Sui Generis

Reviewed by Hilary Turner

The humble reviewer prides herself on finding some sort of common ground among the assorted books assigned to her. In vain has she cudgeled her brain this time for a single thread—a tiny strand—with which to bind these volumes together. In vain did she challenge her erudite friends to find a common feature. Alas, the result is a review without a theme.
Poor Sara. She wants to go to the park, but Mom and Dad in Rachna Gilmore’s Catching Time are caught up in a whirlwind of Saturday chores—vacuuming, shopping, washing the car—and time is slipping away. Several prominent clocks attest to it, as does the car’s license plate, which reads T1C T0C. Sara gets control of her frustration by taking a metaphor literally: with effort and ingenuity, she finds Time and traps it in a jar. Time, in case you’ve never seen it, is a rotund gremlin with a clock on his belly. The expressive water colours of Kirsti Anne Wakelin add energy to this simple and comforting story. With time in hand, so to speak, the family ends the day playing in the park.

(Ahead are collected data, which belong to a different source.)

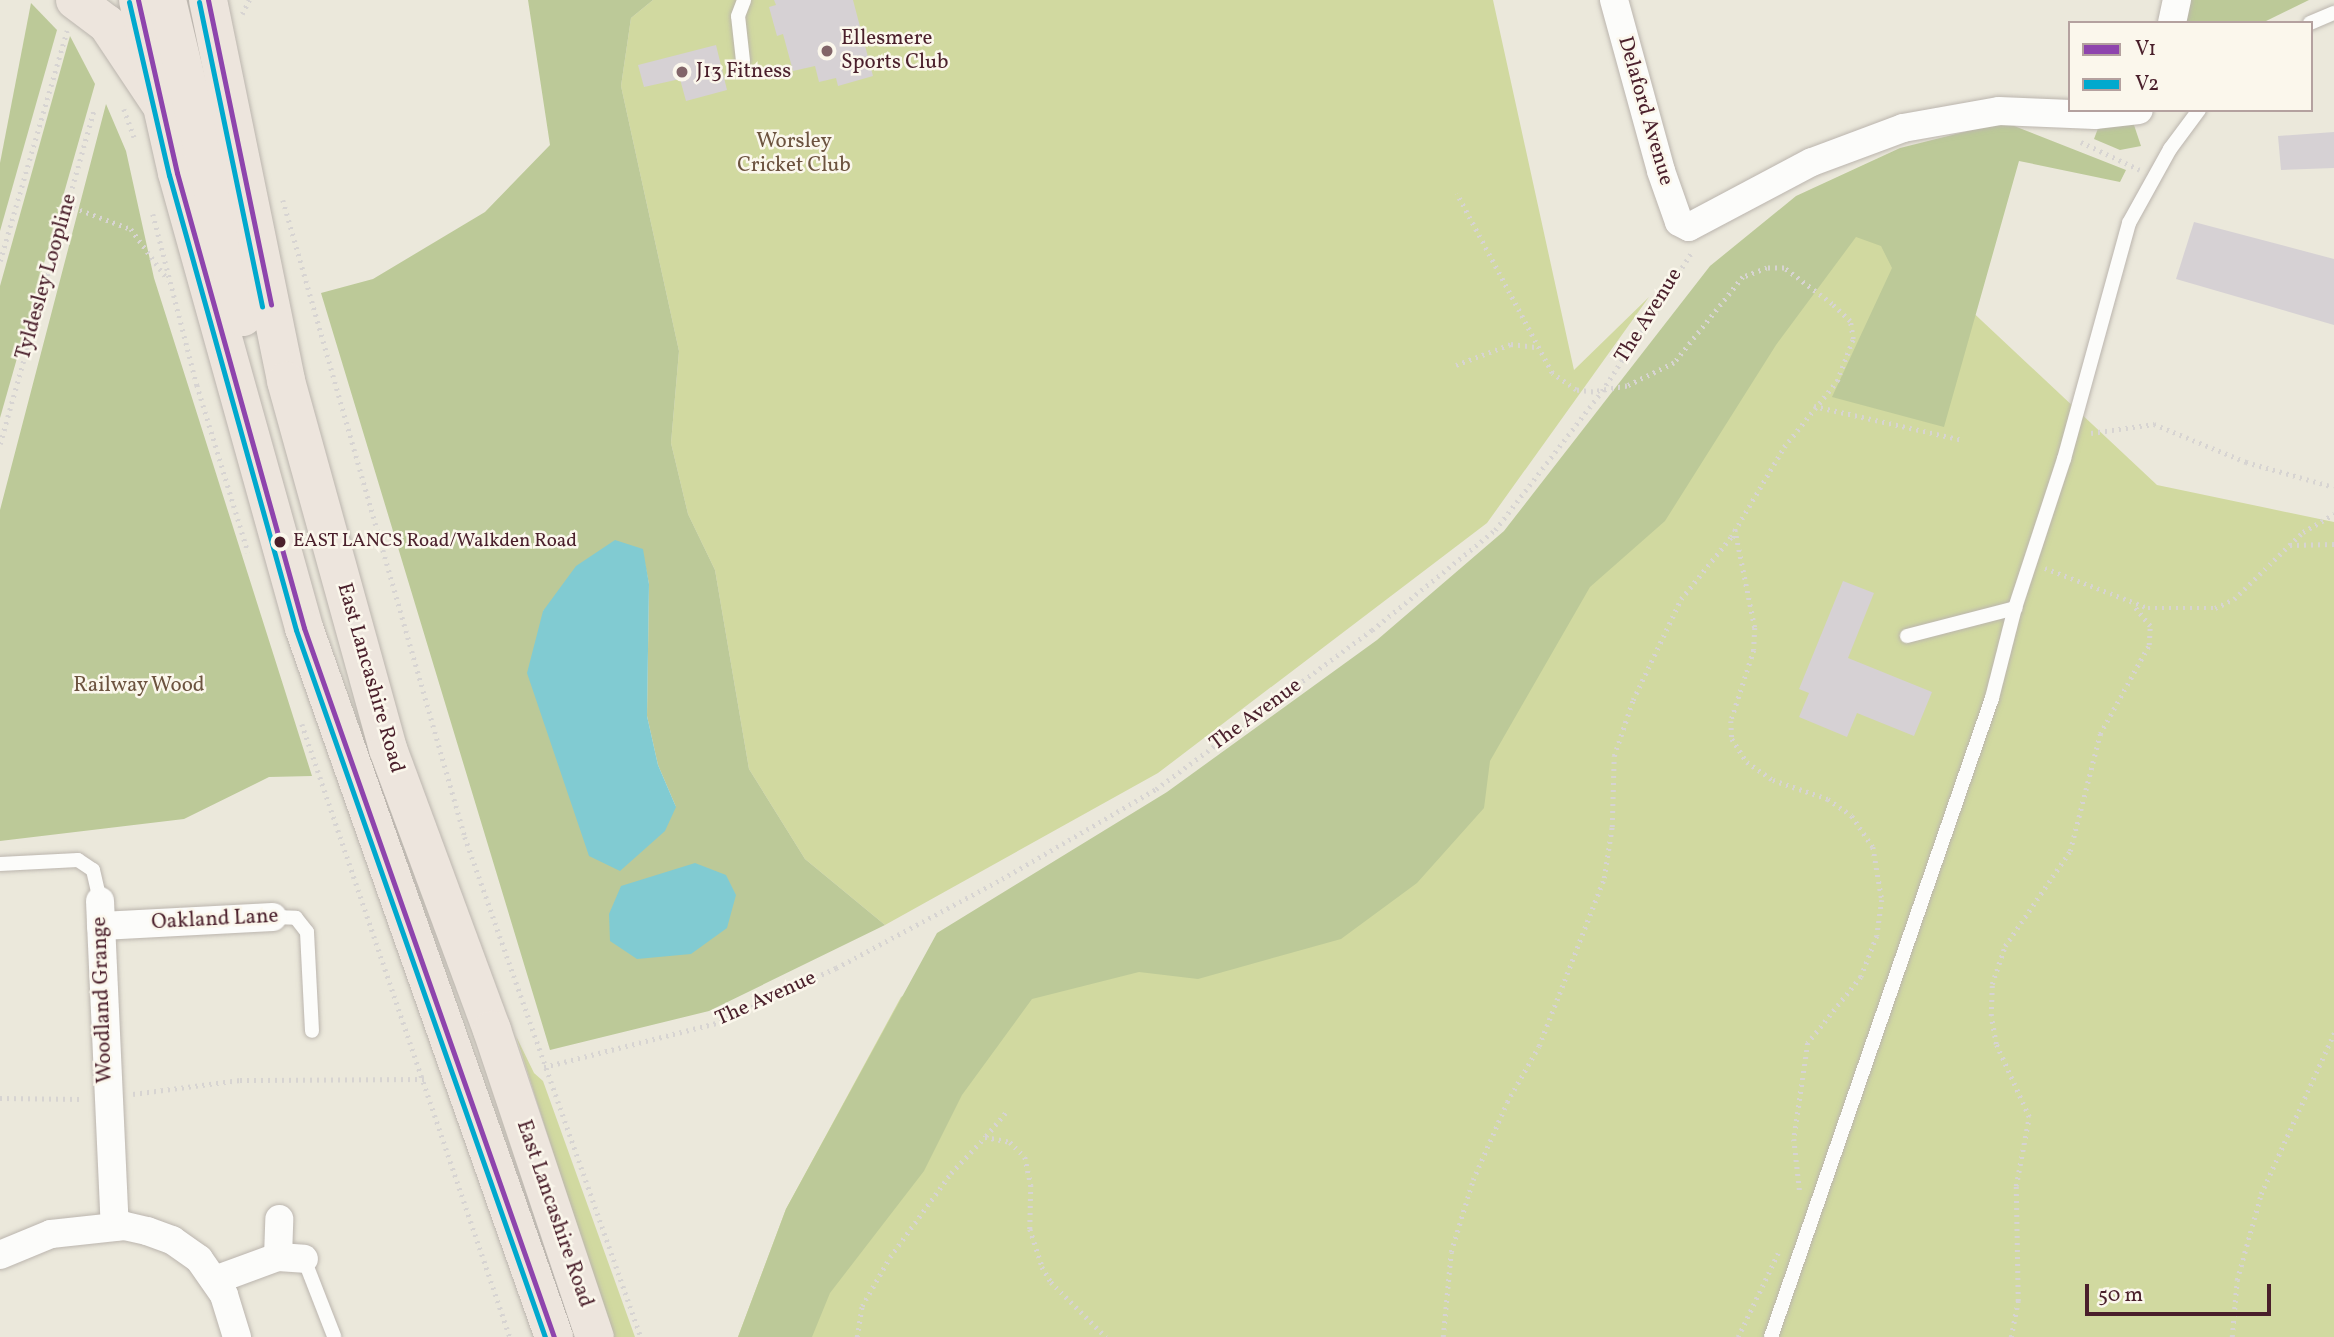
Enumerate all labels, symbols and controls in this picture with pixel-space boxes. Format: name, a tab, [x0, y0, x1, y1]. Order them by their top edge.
legend	[2068, 21, 2313, 112]
place label: Ellesmere Sports Club	[841, 26, 948, 76]
street label: Delaford Avenue	[1612, 34, 1678, 188]
text: V1	[2135, 35, 2157, 64]
marker: Ellesmere Sports Club	[819, 43, 835, 59]
place label: J13 Fitness	[696, 59, 791, 85]
marker: J13 Fitness	[674, 64, 690, 80]
text: V2	[2135, 70, 2159, 99]
park label: Worsley Cricket Club	[737, 129, 851, 179]
street label: Tyldesley Loopline	[11, 191, 83, 363]
street label: The Avenue	[1610, 264, 1688, 368]
place label: EAST LANCS Road/Walkden Road	[293, 531, 578, 553]
marker: EAST LANCS Road/Walkden Road	[273, 535, 287, 549]
street label: East Lancashire Road	[331, 580, 409, 776]
park label: Railway Wood	[73, 673, 205, 699]
street label: The Avenue	[1205, 673, 1307, 757]
street label: Oakland Lane	[151, 904, 279, 936]
street label: Woodland Grange	[87, 916, 119, 1084]
street label: The Avenue	[712, 966, 820, 1032]
street label: East Lancashire Road	[510, 1117, 598, 1311]
scale bar	[2089, 1270, 2274, 1314]
text: 50 m	[2098, 1281, 2143, 1310]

A pictorial history of Ontario with accompanying haikus sounds farfetched, but Sarah Harvey and Leslie Buffam make this odd combination work, adding gentle, reflective commentary to the panoramic illustrations of Kasia Charko. The story begins before the Europeans have arrived, and takes us through the years of the fur trade, the building of locks and railways—interspersed with glimpses of the lumber and mining industries, war work in a factory, the Maple Leafs, and Caribana. The short poems open up the scenes before us, each one of which is rich in interesting details. Great Lakes and Rugged Ground is a book designed to be pored over and talked about. Very young children will be captivated by the colour and movement of the pictures; older ones will have questions about the historical significance of the people, places, vessels, and machines they portray. A list of things to “seek and find” and a series of explanatory notes make it easy to get the most out of each historical freeze frame.

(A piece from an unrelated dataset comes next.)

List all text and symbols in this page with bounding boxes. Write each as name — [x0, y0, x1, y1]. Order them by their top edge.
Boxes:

Equally informative, yet more lighthearted is Fishing with Gubby, an inventive blend of comic book (or possibly graphic novel) and conventional picture book. Gubby makes his living fishing for salmon in the straits off Vancouver Island, and the story follows him and his cat Puss for a season as they move the troller Flounder up and down the coast. Kim La Fave and Gary Kent impart information with humour and charm, and their illustrations convey with equal facility the intricate details of the craft of fishing and the wide vistas that surround the characters. The format is flexible enough, in other words, to contain a labelled cross-section of the Flounder, and to encompass the complicated tangle of fishing crafts at the mouth of the Fraser just as the sockeye run is beginning. Gubby’s dry humour and the amusing body language of Puss make us care about these characters throughout their brief adventure.

The Nightwood adds another title to the impressive bibliography of writer and illustrator Robin Muller. The story, a retelling of a Celtic legend, is set in the strangely shifting space between the commonsensical daylight world of duty, and the shimmering nocturnal space of freedom and love. When the Earl of March’s daughter, Elaine, defies orders and ventures into the territory of the Elfin Queen, she meets her true love, an enchanted captive named Tamlynne. Yearning across the boundary of the human and the elvin, Elaine grows pale and thin. Eventually, her love for Tamlynne is pitted against the obduracy of the Queen, and, as in many fairy tales, Elaine’s resources are painfully tested. Muller’s illustrations show the longings and the conflicts of the characters in a style that is both gothic and realistic. This is a well rendered fairy tale for speculative children.